We did have a trip to Worcester last week, home of the family Naan (and she’s put a lovely picture of T and me halfway down); had a lovely time. Bit nervous before as she was one of those friends I have known, like, forever* but never actually met. But within minutes all was fine, even if I was not allowed to look in her fridge.
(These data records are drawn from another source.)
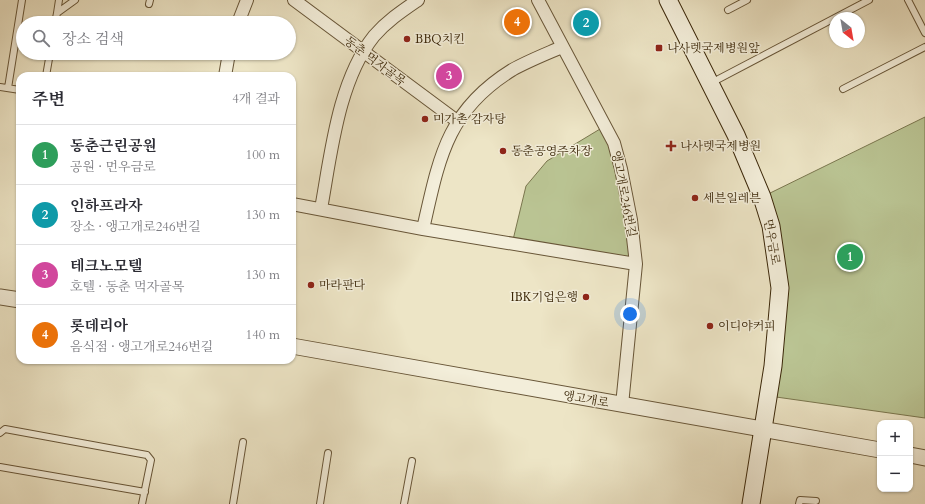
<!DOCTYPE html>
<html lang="ko">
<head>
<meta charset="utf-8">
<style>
	:root { --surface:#fff; --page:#f2f2f3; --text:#2b2b33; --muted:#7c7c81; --line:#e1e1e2; --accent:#0f766e }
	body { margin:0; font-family:Cardo,"Noto Serif KR",serif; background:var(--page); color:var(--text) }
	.controls { position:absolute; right:12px; bottom:12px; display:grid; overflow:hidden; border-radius:8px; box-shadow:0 1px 3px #0004 }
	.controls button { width:36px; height:36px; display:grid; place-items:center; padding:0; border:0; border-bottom:1px solid var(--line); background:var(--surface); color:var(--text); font:20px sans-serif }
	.compass { position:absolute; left:829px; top:12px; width:36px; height:36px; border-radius:50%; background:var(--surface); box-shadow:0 1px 3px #0004; rotate:149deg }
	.you { position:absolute; left:630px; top:314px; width:14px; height:14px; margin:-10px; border:3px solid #fff; border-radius:50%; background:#1a73e8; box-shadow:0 0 0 6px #1a73e833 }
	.badge { display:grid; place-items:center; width:26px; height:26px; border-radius:50%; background:var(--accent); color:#fff; font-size:13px; font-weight:700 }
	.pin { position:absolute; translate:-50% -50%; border:2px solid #fff; box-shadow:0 1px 4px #0006 }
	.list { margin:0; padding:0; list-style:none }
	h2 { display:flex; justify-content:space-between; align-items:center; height:52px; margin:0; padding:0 16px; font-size:17px }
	h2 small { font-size:13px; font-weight:400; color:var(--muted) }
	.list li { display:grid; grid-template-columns:26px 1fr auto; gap:12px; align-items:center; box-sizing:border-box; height:60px; padding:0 16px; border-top:1px solid var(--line) }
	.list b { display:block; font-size:15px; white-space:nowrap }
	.list p { margin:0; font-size:13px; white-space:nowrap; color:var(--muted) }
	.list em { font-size:13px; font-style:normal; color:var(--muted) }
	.icon { flex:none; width:22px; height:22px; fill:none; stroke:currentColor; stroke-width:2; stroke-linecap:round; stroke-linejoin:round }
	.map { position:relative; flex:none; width:925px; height:504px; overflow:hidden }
	.search { position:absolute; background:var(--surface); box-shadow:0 1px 3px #0004; left:16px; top:16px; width:280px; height:44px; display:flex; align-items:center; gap:10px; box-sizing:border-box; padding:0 14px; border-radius:22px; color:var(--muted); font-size:15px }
	.panel { position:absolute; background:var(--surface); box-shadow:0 1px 3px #0004; left:16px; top:72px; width:280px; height:292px; border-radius:12px }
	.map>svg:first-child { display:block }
	.green { fill:#bac493; stroke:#7a764e }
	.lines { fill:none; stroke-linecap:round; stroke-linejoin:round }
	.service-casing { stroke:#685638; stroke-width:8 }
	.minor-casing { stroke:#685638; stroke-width:14 }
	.tertiary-casing { stroke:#685638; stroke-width:17 }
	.secondary-casing { stroke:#3b2709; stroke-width:19 }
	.service { stroke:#f3eeda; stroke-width:6 }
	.minor { stroke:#f3eeda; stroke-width:12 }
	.tertiary { stroke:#f3eeda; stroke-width:15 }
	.secondary { stroke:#f3eeda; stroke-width:17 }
	.poi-dot { fill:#8f2418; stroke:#f3eeda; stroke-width:1.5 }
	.labels { text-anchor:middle; stroke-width:3; stroke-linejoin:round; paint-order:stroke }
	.poi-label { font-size:12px; fill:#3b2709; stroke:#f3eeda; text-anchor:start }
	.street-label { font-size:12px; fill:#3b2709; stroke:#f3eeda }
</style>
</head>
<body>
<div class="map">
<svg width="925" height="504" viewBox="0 0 925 504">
	<rect width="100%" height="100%" fill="#ede5c6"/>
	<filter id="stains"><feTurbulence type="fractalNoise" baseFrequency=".005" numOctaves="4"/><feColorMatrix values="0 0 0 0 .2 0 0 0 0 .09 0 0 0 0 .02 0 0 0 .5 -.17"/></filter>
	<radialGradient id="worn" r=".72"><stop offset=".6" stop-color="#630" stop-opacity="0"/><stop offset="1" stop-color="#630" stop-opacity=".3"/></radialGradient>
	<path class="green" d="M925,117V418L769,396L780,288L762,197Z
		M605,126L614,143L636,264L512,244L526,186L547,161Z"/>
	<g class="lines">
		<g class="service-casing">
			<path id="service" d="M908,0L925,33
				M149,4L150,0
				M728,10L747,0
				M57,13L59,0
				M55,23L57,13L75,0
				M46,76L50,53
				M711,83L869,0
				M0,87L20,90
				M8,88L22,0
				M843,89L925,47
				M0,433L5,429L147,455L151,460L142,504
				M0,467L145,492
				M233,504L243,442
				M320,504L328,453
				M404,504L412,461
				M799,504L800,500L816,501"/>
		</g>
		<g class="minor-casing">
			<path id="minor" d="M294,0L457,121
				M538,0L614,143L621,169L631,220L636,264L622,405
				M238,23L247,0
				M225,76L229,53
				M292,204L423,229L636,264
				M321,209C331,154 338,81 374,36C387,21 402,11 418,0
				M423,229C439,159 446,111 512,70C528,61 546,54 562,47"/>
		</g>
		<g class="tertiary-casing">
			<path id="tertiary" d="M0,297L20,300
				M292,346L880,450
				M910,455L925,458"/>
		</g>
		<g class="secondary-casing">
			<path id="secondary" d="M668,0L736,135L762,197L771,226L780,288L773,366L751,504"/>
		</g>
		<use href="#service" class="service"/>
		<use href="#minor" class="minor"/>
		<use href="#tertiary" class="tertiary"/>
		<use href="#secondary" class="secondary"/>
	</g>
	<g class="poi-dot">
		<circle cx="407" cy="39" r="4"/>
		<rect x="655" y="44" width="8" height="8" rx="2"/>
		<circle cx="425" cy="119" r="4"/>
		<path d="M669 140h4v4h4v4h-4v4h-4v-4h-4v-4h4z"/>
		<circle cx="503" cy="151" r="4"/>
		<circle cx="695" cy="198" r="4"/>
		<circle cx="311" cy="285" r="4"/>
		<circle cx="586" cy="297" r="4"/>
		<circle cx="710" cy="326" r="4"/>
	</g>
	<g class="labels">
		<g class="poi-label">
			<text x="415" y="43">BBQ치킨</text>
			<text x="667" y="52">나사렛국제병원앞</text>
			<text x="433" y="123">미가촌 감자탕</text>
			<text x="680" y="150">나사렛국제병원</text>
			<text x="511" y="155">동춘공영주차장</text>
			<text x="703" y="202">세븐일레븐</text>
			<text x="319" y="289">마라판다</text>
			<text x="578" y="301" text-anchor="end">IBK기업은행</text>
			<text x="718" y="330">이디야커피</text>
		</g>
		<g class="street-label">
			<text transform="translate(375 61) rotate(37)" y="4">동춘 먹자골목</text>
			<text transform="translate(624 194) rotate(79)" y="4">앵고개로246번길</text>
			<text transform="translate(772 242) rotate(80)" y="4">먼우금로</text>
			<text transform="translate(586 399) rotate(10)" y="4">앵고개로</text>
		</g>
	</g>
	<rect width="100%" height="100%" filter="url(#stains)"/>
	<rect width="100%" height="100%" fill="url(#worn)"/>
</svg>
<div class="controls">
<button>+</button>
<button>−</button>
</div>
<svg class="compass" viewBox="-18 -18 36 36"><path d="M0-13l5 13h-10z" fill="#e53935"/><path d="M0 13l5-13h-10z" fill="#7c7c81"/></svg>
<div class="you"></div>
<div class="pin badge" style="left:850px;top:257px;background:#2e9e5b">1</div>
<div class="pin badge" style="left:586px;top:23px;background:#0f9aa8">2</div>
<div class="pin badge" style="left:449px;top:76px;background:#d1479c">3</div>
<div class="pin badge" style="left:517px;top:22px;background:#e8710a">4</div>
<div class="search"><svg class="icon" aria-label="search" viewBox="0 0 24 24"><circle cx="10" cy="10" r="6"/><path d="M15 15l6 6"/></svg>장소 검색</div>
<section class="panel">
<h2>주변<small>4개 결과</small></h2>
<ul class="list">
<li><span class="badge" style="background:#2e9e5b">1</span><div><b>동춘근린공원</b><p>공원 · 먼우금로</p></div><em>100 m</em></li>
<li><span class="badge" style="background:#0f9aa8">2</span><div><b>인하프라자</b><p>장소 · 앵고개로246번길</p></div><em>130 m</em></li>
<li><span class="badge" style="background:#d1479c">3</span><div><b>테크노모텔</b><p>호텔 · 동춘 먹자골목</p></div><em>130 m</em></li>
<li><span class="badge" style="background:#e8710a">4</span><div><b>롯데리아</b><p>음식점 · 앵고개로246번길</p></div><em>140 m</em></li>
</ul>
</section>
</div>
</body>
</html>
Spent some time at the allotment over the weekend – Monty says it is now June (and he is correct) and so one is to plant one’s. Um. I am sure he had a proper word for them (but it’s late and I’m tired) – you know, the things that have been in the greenhouse because they will die if the frost gets them. Sweetcorn, squashes and beans, in my particular case: I have a cane wigwam for the beans. I cannot express how proud of myself I was when I constructed it.